Now, Prime Minister Goodwin Friday’s National Democratic Party (NDP) says the archipelago needs all the money it can garner for development purposes because the country is almost broke. Once rolled out very soon, as he said on a local radio program on Friday, generated money will be used to reduce the national debt of nearly $1 billion and to fund the establishment of a new national development bank. The debt ratio to the gross domestic product is 113%, Friday said.
He contended that his five-month-old administration badly needs to stimulate economic growth and raise revenue as “seed funding” for the development bank. Such a facility would support lending to small and medium sized enterprises and other entities. The PM argued that revenue from the CIP will actually serve as interest-free money to the bank to on-lend to businesses, which currently struggle to raise money from commercial banks and other sources.
In the OECS sub-grouping, for example, St. Kitts and Nevis, Antigua and Barbuda, St.
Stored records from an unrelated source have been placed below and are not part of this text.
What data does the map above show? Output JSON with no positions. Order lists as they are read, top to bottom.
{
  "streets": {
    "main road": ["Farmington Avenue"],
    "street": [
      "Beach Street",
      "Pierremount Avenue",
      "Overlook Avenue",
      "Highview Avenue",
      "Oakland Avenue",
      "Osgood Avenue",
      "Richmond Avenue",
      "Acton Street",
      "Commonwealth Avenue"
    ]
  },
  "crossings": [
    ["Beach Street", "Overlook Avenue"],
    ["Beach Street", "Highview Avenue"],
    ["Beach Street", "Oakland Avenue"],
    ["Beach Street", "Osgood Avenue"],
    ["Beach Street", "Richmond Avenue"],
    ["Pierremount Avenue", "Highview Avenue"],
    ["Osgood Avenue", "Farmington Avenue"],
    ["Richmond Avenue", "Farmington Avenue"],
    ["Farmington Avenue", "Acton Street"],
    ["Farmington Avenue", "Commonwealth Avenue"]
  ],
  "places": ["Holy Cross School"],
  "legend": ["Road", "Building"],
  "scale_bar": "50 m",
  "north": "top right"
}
Lucia, Dominica, and Grenada have long established CIP programs, which they say have earned them millions annually for development purposes.
For them, money from the sale of so-called golden passports replaces port taxes from free trade in the CARICOM bloc as well as revenues lost from the collapse of the sugar and banana export regimes to the European Union over the decades. CIP money will go towards “paying down our massive debt,” the PM stated.
The announcement comes as the US and other western nations continue to warn participating nations that they are uncomfortable with the schemes because these have allegedly allowed people with dubious backgrounds to travel as locals, enjoying visa free access to more than 100 countries around the world while passing as local citizens.
The result is that the US has invoked tourist visa suspensions for nationals of Dominica and Antigua while placing Grenada on a list of countries whose nationals must lodge visa bond fees of up to $15,000 to apply for a visitor’s visa. The US has made it clear that the visa suspensions are linked to the passport sale scheme.
Just recently, neighboring Dominica revoked passport and citizenship privileges to a few Iranian nationals after discovering they had misrepresented information on applications and also because of their links to key players in the Iranian regime.
Friday has described the CIP as a flagship scheme to help spur development.